Yanlıştan Dönmek Erdemliliktir!

 Beni tanıyanlar, bilenler bilir. Hiçbir zaman laf olsun diye konuşmam, muhalefet olsun diye de eleştirmem. Doğrulara doğru, yanlışlara da yanlış derim. Nitekim AKP iktidarının ilk yıllarından itibaren ekonomide yapılan reformlara, iyileştirmelere alkış tuttuk. Daha iyisi yapılamaz mıydı? Diye de sorduk. Ama hatada ısrarcı olunursa da vatandaş olarak eleştirmek, doğruları söylemek de en tabii hakkımızdır.

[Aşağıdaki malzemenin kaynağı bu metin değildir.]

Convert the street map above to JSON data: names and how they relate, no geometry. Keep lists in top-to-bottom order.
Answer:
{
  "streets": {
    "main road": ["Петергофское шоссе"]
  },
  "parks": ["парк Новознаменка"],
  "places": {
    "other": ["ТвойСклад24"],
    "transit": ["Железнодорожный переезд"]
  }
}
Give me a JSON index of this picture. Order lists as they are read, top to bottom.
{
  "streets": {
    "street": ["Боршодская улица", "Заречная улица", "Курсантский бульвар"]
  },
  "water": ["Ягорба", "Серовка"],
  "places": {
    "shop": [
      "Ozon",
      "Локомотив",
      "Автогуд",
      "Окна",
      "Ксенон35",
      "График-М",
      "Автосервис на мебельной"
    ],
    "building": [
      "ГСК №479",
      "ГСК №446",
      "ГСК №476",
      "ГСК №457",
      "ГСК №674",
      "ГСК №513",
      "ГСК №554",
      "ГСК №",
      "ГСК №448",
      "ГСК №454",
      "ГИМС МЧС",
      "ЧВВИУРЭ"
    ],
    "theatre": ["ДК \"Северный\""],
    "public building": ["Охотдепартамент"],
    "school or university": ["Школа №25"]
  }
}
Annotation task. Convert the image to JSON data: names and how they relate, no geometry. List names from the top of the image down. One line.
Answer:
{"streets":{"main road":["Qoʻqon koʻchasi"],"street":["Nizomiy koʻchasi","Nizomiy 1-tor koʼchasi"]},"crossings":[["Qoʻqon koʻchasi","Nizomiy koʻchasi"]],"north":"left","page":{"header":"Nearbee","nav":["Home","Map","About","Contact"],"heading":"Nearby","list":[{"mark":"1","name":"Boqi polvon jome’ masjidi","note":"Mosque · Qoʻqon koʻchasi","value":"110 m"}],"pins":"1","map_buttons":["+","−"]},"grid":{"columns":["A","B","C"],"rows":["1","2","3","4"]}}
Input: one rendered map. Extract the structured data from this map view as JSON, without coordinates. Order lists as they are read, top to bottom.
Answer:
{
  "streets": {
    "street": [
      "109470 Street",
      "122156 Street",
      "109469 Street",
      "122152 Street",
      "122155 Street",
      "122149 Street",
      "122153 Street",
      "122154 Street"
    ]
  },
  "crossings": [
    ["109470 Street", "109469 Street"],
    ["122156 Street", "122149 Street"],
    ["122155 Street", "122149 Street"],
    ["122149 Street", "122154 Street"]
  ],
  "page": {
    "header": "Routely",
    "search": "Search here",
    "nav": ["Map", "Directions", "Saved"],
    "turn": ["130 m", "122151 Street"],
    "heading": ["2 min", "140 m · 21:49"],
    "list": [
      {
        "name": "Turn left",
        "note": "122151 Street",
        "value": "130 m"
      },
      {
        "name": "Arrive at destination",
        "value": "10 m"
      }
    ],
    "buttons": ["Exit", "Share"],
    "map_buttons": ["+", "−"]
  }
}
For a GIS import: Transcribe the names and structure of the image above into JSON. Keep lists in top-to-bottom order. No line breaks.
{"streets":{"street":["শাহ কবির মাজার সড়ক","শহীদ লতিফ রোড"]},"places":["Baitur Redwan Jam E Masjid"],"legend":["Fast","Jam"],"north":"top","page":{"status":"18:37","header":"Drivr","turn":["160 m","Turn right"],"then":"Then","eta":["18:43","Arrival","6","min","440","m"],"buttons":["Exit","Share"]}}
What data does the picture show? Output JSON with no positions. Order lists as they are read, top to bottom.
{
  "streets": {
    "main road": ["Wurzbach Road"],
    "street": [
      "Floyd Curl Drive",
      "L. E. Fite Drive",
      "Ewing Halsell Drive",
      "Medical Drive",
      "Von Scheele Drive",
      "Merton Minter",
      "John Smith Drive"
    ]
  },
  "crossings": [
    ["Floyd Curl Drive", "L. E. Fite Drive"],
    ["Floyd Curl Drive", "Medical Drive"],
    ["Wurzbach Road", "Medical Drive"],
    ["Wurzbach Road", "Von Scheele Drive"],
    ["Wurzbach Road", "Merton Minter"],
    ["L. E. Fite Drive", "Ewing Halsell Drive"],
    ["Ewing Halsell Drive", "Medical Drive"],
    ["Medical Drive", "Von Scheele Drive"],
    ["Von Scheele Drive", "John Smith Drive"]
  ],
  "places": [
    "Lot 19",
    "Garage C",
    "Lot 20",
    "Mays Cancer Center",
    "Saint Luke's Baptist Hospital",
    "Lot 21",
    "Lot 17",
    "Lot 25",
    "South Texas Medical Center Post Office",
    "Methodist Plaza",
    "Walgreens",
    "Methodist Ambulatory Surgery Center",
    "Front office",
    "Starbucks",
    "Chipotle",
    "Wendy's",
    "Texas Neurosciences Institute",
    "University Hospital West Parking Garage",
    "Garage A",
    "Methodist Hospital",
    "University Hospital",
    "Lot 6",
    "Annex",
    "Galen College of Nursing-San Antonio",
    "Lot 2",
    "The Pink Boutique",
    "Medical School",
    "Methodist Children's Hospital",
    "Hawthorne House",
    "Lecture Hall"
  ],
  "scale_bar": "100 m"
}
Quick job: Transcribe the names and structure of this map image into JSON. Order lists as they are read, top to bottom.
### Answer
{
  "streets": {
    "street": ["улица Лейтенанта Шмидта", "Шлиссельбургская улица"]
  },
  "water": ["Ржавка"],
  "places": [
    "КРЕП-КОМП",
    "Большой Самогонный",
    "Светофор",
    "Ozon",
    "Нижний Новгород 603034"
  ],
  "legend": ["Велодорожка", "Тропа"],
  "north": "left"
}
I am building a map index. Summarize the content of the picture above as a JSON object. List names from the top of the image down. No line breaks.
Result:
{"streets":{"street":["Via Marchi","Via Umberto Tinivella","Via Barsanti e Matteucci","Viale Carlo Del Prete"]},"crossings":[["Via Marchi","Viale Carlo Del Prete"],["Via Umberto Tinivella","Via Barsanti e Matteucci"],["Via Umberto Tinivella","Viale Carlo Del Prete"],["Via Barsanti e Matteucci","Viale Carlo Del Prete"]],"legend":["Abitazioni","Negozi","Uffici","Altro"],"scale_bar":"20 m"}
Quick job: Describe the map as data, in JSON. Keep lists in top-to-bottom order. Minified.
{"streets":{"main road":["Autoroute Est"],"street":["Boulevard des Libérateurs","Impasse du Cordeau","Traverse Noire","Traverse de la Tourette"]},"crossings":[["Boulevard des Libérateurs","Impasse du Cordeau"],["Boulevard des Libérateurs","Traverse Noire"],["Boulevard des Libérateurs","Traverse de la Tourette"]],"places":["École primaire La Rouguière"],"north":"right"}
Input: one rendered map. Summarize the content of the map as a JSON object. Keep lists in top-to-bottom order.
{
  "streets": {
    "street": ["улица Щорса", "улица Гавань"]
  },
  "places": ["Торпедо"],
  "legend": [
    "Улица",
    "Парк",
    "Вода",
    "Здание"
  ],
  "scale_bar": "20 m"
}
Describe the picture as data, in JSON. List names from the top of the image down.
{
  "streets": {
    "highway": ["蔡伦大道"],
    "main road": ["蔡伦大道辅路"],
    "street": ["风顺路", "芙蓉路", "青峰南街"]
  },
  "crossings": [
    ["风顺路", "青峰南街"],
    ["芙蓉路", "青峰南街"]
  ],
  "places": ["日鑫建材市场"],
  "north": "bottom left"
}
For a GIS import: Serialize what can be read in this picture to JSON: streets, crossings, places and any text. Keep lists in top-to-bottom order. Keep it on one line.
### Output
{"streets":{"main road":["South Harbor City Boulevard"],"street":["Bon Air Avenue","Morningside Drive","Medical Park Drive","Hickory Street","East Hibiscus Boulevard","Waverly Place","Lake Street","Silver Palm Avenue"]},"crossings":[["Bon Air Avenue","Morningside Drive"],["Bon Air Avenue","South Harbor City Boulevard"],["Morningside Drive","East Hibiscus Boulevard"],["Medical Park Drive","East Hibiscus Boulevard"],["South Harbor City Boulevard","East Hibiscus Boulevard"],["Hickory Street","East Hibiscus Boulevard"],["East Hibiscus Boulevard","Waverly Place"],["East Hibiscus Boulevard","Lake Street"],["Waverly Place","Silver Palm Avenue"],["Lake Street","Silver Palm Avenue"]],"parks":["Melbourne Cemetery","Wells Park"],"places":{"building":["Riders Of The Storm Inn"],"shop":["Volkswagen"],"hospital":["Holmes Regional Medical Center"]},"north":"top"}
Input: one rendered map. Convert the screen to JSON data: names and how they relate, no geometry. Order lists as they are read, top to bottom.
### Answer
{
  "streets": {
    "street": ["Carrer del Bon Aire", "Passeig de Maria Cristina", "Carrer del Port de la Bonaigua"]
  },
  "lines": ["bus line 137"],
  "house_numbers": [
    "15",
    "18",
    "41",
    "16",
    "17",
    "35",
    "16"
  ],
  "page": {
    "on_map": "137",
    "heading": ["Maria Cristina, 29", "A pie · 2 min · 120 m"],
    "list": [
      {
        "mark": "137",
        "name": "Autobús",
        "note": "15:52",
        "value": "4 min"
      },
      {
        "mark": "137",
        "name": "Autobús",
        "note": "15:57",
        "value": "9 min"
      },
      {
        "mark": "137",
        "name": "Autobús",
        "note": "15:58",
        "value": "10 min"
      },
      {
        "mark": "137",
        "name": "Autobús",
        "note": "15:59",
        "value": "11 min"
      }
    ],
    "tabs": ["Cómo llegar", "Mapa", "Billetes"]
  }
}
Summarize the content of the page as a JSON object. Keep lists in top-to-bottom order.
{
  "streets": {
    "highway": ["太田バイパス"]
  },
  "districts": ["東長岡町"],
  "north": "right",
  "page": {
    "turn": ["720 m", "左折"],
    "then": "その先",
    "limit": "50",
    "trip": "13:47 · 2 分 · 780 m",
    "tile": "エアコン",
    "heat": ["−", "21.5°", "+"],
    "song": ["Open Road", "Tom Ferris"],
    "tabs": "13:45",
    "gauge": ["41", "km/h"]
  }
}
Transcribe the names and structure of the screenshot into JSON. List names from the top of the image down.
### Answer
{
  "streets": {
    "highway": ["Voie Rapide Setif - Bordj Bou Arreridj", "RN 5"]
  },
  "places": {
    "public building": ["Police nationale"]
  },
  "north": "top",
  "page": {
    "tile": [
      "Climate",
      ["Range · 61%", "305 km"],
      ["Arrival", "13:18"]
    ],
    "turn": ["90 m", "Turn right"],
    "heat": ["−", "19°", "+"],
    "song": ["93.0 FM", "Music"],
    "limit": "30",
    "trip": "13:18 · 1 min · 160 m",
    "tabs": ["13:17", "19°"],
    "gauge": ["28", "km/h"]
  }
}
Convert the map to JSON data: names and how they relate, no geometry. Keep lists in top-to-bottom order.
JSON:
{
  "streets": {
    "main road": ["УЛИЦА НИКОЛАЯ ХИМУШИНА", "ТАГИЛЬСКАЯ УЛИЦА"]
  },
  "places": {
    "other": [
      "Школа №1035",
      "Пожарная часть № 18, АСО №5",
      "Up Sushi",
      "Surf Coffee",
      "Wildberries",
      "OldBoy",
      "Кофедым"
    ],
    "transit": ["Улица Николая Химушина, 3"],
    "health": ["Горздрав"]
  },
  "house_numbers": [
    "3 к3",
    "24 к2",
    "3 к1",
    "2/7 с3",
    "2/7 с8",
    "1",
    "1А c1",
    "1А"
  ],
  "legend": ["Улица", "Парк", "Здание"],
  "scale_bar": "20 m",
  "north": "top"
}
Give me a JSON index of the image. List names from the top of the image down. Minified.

Hele, hele Sayın Başbakanın, bürokratları, danışmanları onu hataya sürüklüyorlar, yanıltıyorlarsa o zaman da doğruları ortaya koyup uyarmak da vazifemizdir. Tabi herkesin doğrusu farklı olabilir, ona da saygı duyarım ama istatistiki verilerde yanlış kabul edilemez. Sonradan da, kandırıldım, yanıltıldım demek hiçbir şeyi çözmez.



Geçen haftaki zeytin ağacı ilgili, Kuran Ayetlerine dayanarak yazdığım yazı çok beğenilmiş. Zeytincilikten geçimini sağlayan birçok AKP’li dostum da arayarak tebrik etti. Biz teşkilatlarımıza söylüyoruz bu işin yanlışını ama kimse de milletvekillerimizi,  bakanları uyarmaya cesaret edemiyor, diyorlar. Zeytin ve Zeytinyağının Türkiye’deki en yetkin kurumu UZZK ve diğer meslek örgütleriyle de görüşmelerim oldu beni birçok konuda aydınlattılar, eksiklerimi tamamladım, güncel rakamlara ulaştım.   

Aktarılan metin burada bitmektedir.